1. Looking in the 1st schematic I posted, that C7B I put in backwards:D, this caused the "crappy video", strangely it didn't explode, but I could see it was bulged out and I put in a new one.

2. And this was the really tricky one, what was wrong with the sync, looking in the 2nd schematic pic I posted, the cathode of that sync clipper tube needs to go to ground, not to the heater, otherwise the 6V AC on the heaters seems to get mixed in with the sync pulses. Connecting it to ground fixed the problem.

This didn't trip me up like the other problem, but I also pointed out in that schematic on the 6SH7, pin 5 is the cathode and pin 7 is the heater, the schematic has it the other way around. This tv had so many resistors wired to the wrong place, that I basically rewired it following the schematic almost like putting together a kit. The cathode of the 1st sync clipper tube was probably wired correctly to ground to begin with.

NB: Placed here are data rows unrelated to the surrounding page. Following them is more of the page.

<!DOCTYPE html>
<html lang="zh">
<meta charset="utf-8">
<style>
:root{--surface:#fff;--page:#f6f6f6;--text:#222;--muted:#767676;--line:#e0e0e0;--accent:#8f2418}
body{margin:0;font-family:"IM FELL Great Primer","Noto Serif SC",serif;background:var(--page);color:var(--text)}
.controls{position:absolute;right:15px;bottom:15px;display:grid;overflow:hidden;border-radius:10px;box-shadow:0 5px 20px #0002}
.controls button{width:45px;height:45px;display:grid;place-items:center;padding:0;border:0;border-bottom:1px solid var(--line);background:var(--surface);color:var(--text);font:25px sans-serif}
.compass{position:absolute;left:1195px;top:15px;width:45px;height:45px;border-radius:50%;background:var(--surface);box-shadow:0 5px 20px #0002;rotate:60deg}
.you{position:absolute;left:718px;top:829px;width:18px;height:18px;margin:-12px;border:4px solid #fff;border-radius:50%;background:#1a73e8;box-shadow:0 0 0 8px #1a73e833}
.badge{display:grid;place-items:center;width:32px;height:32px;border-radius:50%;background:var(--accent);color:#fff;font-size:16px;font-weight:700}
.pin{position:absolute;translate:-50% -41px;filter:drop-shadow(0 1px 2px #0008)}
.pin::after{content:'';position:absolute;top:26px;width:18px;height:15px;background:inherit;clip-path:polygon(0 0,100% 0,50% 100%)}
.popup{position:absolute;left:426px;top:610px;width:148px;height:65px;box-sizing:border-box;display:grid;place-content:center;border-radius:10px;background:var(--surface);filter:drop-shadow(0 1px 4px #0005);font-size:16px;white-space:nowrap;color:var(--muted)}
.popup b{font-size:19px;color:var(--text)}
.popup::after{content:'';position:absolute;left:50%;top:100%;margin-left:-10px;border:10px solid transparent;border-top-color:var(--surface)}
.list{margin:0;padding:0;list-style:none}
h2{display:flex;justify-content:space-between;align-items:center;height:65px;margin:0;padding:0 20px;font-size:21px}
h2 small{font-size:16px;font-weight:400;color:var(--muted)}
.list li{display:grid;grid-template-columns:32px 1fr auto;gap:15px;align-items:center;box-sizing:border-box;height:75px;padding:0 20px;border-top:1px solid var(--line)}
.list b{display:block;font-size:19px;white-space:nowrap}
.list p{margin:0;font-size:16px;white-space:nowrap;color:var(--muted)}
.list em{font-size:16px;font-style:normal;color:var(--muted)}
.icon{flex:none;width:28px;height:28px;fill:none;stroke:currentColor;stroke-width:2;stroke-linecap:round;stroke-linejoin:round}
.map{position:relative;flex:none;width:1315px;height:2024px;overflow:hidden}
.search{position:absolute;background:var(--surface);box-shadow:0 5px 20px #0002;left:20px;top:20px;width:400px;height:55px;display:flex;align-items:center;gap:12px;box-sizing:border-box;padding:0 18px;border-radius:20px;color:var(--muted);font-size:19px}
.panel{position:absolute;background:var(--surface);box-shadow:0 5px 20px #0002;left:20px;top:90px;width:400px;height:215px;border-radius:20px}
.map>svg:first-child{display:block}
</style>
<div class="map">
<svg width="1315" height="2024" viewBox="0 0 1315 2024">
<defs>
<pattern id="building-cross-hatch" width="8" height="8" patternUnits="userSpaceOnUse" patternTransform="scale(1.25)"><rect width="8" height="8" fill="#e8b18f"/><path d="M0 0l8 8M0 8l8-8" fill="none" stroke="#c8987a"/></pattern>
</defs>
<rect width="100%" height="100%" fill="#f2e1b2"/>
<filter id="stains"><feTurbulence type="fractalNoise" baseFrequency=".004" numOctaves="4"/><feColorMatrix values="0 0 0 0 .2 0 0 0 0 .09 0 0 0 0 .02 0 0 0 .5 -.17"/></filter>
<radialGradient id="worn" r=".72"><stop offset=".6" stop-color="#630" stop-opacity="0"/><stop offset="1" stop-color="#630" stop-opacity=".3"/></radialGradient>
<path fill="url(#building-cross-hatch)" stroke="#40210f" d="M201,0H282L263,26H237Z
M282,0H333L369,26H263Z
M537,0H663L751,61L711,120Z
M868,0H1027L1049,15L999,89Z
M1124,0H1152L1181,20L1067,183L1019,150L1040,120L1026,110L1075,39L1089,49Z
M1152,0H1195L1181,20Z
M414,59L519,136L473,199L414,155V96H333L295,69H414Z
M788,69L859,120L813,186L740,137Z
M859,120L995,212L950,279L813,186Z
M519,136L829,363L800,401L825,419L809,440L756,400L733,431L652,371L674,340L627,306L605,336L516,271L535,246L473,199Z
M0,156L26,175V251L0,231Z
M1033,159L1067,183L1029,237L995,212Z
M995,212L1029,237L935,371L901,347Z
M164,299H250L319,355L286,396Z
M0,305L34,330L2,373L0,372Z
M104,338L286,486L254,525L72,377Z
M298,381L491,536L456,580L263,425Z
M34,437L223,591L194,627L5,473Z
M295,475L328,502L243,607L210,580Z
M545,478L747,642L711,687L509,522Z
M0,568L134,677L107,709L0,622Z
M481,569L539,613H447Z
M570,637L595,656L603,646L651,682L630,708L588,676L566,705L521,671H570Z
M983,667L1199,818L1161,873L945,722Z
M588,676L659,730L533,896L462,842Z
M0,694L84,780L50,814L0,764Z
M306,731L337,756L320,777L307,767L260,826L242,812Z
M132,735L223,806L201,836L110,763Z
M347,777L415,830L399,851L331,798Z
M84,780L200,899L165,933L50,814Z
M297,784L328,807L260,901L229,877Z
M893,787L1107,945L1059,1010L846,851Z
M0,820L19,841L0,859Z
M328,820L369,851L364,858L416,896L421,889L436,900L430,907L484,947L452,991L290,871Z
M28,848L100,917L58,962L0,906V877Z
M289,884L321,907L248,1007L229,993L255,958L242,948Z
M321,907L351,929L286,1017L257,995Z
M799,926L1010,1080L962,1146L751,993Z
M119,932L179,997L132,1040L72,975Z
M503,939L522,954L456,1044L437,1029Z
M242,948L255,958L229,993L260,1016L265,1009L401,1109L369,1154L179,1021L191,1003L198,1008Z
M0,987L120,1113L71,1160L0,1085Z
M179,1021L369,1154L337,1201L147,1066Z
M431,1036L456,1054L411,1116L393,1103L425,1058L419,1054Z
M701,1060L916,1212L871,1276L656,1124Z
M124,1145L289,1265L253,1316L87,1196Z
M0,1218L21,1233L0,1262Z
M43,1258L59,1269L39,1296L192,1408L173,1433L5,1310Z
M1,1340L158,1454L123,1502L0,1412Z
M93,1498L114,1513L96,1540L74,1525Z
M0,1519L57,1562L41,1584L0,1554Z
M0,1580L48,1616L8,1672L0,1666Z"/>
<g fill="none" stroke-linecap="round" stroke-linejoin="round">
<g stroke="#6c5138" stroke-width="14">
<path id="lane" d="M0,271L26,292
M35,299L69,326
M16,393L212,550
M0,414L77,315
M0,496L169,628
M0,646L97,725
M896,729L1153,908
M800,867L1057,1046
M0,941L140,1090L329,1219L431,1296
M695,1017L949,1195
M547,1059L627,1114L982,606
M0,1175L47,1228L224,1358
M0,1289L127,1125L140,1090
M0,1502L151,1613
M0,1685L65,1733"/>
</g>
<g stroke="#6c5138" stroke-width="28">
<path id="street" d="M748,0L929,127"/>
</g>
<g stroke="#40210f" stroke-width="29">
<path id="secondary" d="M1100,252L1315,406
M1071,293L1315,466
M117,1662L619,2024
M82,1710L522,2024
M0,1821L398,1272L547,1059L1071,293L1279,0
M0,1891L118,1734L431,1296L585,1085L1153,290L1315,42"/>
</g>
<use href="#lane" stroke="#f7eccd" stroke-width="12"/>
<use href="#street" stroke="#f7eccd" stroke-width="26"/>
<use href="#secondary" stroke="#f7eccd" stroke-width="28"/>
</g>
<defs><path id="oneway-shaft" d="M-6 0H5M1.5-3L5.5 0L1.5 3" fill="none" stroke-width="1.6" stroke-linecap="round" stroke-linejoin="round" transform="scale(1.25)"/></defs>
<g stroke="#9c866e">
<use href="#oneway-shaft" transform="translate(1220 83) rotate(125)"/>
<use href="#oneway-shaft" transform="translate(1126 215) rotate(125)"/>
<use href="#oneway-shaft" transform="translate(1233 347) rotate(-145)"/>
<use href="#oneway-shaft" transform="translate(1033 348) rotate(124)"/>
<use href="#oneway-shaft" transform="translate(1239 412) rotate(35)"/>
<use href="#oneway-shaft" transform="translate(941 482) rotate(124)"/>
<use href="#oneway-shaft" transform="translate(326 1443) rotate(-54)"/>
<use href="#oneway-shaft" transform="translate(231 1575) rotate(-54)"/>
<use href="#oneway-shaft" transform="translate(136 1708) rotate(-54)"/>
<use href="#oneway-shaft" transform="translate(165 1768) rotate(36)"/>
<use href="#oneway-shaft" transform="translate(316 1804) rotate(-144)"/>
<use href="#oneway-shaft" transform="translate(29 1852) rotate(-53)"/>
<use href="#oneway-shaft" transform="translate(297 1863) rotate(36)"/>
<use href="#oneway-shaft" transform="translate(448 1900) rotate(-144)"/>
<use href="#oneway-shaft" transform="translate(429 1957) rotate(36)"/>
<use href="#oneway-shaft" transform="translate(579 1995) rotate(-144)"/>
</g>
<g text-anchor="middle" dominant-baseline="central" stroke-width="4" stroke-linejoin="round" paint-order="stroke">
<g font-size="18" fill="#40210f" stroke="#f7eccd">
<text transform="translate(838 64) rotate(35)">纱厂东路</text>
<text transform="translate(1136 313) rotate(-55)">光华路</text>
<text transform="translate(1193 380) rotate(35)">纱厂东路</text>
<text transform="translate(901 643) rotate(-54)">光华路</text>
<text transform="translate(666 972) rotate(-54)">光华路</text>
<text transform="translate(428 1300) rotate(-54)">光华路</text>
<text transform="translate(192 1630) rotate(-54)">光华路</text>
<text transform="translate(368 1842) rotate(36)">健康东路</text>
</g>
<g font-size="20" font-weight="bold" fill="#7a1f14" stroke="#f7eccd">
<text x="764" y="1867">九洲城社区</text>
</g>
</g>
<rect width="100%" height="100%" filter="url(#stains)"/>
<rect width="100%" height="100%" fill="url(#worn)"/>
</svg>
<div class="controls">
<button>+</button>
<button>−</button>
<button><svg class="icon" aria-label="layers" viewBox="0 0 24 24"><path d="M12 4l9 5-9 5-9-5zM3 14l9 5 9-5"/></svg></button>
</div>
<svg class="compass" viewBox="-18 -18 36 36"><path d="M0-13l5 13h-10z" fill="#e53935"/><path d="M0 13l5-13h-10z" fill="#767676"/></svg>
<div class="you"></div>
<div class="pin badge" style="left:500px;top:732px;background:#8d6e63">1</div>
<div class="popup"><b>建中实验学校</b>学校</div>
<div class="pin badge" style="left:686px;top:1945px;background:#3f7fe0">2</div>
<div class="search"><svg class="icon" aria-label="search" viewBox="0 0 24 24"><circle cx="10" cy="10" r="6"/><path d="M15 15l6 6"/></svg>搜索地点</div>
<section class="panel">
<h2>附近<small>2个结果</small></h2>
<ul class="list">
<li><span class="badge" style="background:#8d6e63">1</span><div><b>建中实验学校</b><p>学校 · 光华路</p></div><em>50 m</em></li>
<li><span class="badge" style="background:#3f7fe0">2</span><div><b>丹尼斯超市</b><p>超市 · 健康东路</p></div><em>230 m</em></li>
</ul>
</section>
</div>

Next pic is the picture as it stands. The horiz still takes about a minute before it's really stable, but then it locks in good. No issues with the vert at all.

------

Now for the sound, first I thought to put the signal generator on the grid of the 1st audio IF tube, and just tweak all the IF transformers for loudest volume, but it was still pretty weak.

Then I hooked up the full blown early 1950s RCA sweep generator alignment set up I have and was able the get the picture on the scope for the discriminator transformer alignment just like it should be (ignoring the fact that for some reason the marker-adder decided it only wanted work set to reverse polarity) But, when I moved back to the 3rd IF transformer I could see the peak was set to twice the IF frequency, and I couldn't get it down much below 31MC. The sound section is in the 3rd schematic I posted...

Ampico-kid
06-16-2013, 09:29 AM
Now for the sound, first I thought to put the signal generator on the grid of the 1st audio IF tube, and just tweak all the IF transformers for loudest volume, but it was still pretty weak.

Then I hooked up the full blown early 1950s RCA sweep generator alignment set up I have and was able the get the picture on the scope for the discriminator transformer alignment just like it should be (ignoring the fact that for some reason the marker-adder decided it only wanted work set to reverse polarity) But, when I moved back to the 3rd IF transformer I could see the peak was set to twice the IF frequency, and I couldn't get it down much below 31MC. The sound section is in the 3rd schematic I posted...

Don't know if you've checked this yet, but while I was working on my 12" porthole I discovered the same issue in the sound IF's that I had already found in Zenith's table model sets of that vintage. They used silver mica wafer caps in the IF cans that started to break down and leak(silver mica migration). I had to disassemble two of them and remove the damaged mica sheets and then add external mica caps to the base of the IF cans. That solved the problem in my case.